**Problem**. Search term "Primaire": copy each line of the records that contains it.

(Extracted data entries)
========================

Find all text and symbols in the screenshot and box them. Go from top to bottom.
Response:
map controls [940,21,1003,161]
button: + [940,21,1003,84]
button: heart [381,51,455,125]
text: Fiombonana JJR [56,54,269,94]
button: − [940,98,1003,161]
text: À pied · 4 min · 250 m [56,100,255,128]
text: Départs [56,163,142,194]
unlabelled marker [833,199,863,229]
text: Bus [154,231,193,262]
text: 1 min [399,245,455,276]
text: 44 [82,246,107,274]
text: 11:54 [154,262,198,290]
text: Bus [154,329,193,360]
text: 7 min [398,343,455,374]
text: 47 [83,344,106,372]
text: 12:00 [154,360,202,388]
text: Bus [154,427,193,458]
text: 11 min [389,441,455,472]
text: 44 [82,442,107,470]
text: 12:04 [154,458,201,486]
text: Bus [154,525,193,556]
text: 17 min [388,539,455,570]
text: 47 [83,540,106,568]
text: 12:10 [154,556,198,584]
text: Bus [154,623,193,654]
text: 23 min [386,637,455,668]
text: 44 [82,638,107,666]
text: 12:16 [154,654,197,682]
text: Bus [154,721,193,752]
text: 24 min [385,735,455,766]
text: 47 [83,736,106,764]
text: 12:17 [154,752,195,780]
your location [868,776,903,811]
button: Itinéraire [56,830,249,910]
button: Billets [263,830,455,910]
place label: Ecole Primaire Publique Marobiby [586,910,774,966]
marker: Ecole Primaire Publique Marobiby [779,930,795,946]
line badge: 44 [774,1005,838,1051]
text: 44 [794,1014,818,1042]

========================

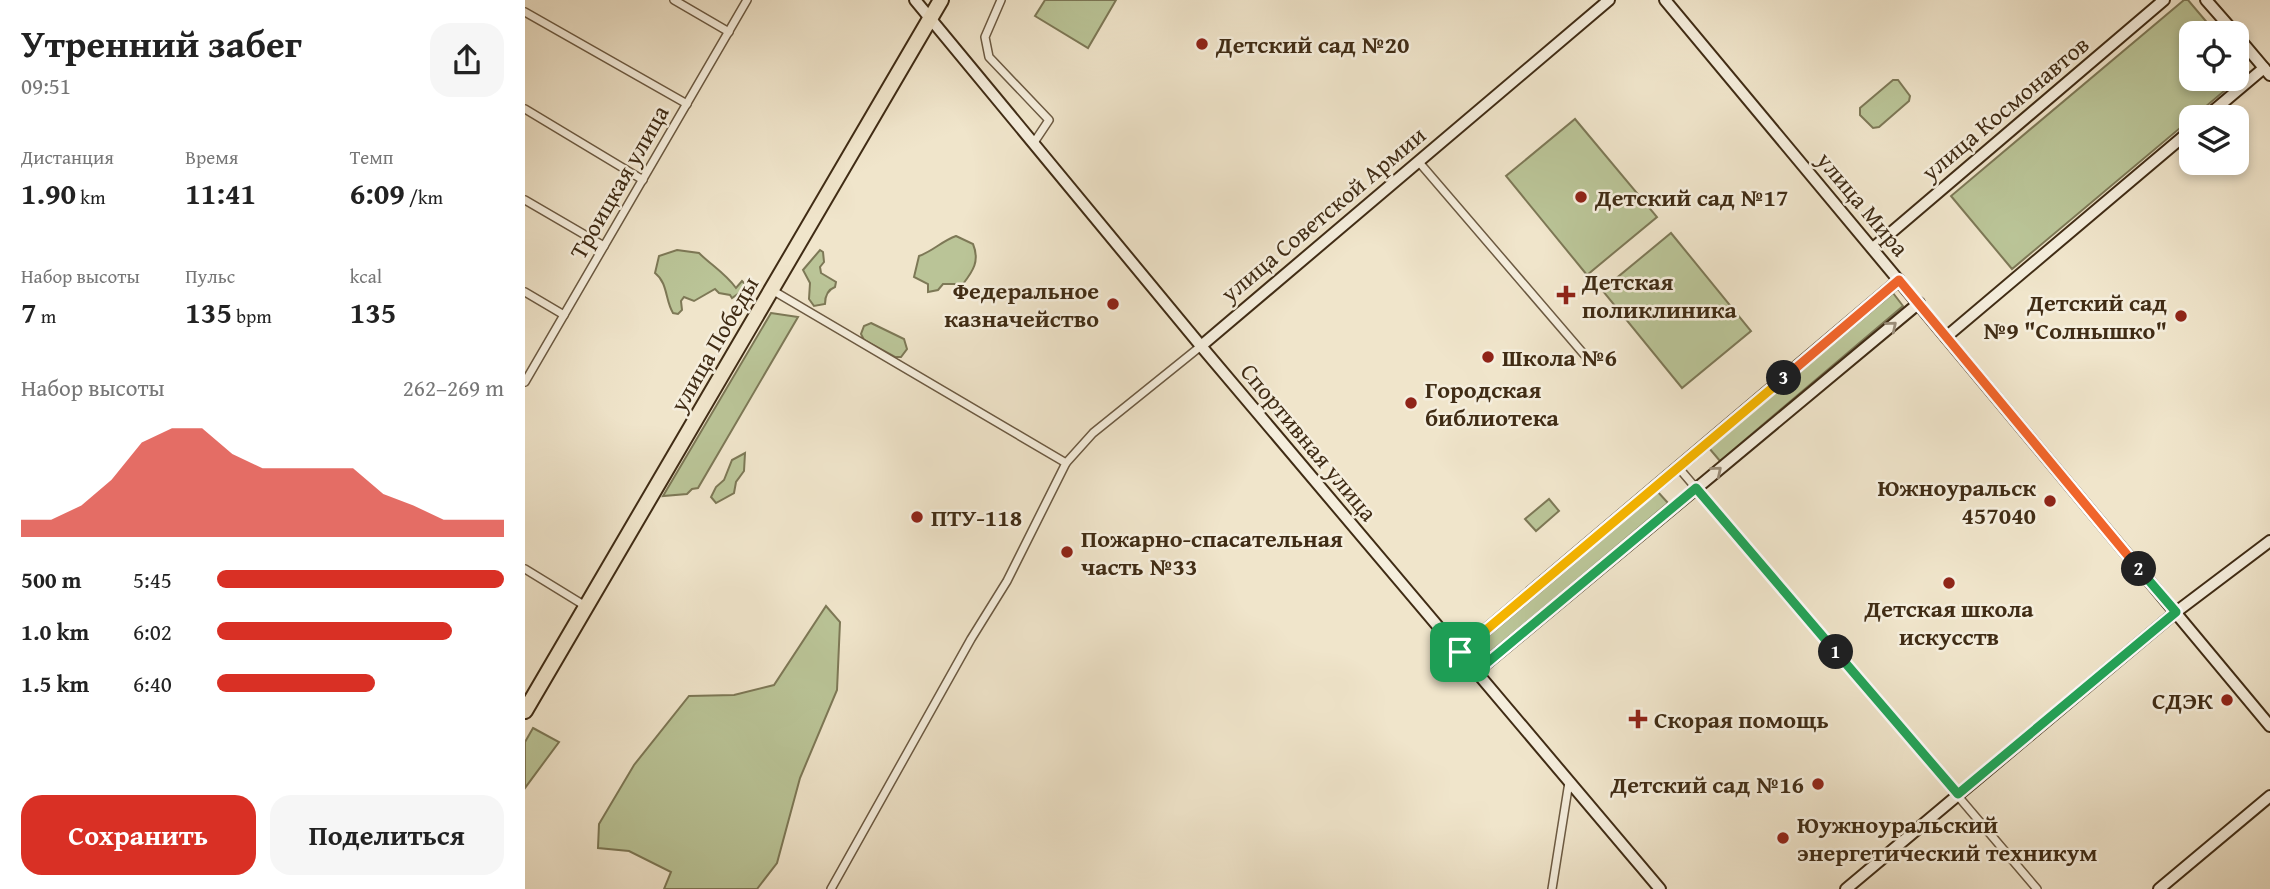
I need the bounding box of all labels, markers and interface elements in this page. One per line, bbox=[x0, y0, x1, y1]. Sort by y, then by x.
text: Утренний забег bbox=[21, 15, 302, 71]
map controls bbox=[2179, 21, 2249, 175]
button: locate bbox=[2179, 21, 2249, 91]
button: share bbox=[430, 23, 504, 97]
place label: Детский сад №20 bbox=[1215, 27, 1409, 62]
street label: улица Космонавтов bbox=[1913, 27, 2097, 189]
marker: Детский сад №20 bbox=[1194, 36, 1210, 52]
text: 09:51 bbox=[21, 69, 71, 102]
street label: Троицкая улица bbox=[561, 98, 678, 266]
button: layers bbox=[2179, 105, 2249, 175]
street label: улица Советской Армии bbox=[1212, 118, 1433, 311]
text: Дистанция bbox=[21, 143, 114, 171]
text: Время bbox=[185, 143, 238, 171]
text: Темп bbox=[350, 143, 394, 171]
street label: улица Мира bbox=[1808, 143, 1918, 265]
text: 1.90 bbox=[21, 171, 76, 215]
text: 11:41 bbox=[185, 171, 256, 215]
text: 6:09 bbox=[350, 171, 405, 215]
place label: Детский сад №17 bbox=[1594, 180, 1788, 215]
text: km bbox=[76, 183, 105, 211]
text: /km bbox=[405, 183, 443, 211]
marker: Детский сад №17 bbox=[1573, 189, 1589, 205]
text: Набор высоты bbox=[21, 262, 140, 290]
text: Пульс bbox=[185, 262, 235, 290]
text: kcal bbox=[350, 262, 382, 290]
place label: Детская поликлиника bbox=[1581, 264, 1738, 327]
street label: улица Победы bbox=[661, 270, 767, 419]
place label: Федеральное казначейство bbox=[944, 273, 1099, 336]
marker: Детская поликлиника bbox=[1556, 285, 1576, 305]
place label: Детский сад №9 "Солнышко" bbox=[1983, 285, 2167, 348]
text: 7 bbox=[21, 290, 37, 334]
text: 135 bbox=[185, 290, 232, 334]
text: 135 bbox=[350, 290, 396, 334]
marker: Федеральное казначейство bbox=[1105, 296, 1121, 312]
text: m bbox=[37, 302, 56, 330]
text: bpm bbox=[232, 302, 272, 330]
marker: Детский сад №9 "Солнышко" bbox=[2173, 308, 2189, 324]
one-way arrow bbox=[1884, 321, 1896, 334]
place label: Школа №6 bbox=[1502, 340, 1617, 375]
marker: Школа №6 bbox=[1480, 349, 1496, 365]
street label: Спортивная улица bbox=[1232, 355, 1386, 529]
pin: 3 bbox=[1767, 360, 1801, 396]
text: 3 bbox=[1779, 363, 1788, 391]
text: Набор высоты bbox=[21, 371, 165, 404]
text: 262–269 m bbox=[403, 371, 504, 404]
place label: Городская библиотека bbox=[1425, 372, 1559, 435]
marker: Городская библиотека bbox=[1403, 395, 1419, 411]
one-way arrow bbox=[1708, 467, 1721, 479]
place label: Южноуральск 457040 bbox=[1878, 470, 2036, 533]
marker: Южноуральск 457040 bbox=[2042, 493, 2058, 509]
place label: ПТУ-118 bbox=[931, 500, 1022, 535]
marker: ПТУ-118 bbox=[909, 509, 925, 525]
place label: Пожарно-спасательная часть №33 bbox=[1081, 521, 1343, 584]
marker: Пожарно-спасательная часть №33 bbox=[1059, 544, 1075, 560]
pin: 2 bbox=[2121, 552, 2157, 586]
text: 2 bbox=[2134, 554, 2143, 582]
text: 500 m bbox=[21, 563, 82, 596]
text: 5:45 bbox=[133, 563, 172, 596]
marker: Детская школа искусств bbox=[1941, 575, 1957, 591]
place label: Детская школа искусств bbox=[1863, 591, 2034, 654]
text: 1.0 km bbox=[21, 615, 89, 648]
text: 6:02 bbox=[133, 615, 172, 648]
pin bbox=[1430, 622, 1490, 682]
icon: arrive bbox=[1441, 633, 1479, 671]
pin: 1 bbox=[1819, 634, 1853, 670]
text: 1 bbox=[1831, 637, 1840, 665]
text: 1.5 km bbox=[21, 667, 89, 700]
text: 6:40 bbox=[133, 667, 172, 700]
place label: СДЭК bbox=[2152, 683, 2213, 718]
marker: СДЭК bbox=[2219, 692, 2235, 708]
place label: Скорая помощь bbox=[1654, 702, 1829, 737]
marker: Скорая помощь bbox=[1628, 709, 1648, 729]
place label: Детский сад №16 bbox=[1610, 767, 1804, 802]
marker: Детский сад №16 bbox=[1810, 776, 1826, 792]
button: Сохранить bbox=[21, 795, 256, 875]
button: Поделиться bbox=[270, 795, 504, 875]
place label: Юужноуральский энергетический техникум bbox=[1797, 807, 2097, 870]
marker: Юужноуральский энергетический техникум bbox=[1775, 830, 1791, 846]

========================

**Answer to this task**.
place label: Ecole Primaire Publique Marobiby [586,910,774,966]
marker: Ecole Primaire Publique Marobiby [779,930,795,946]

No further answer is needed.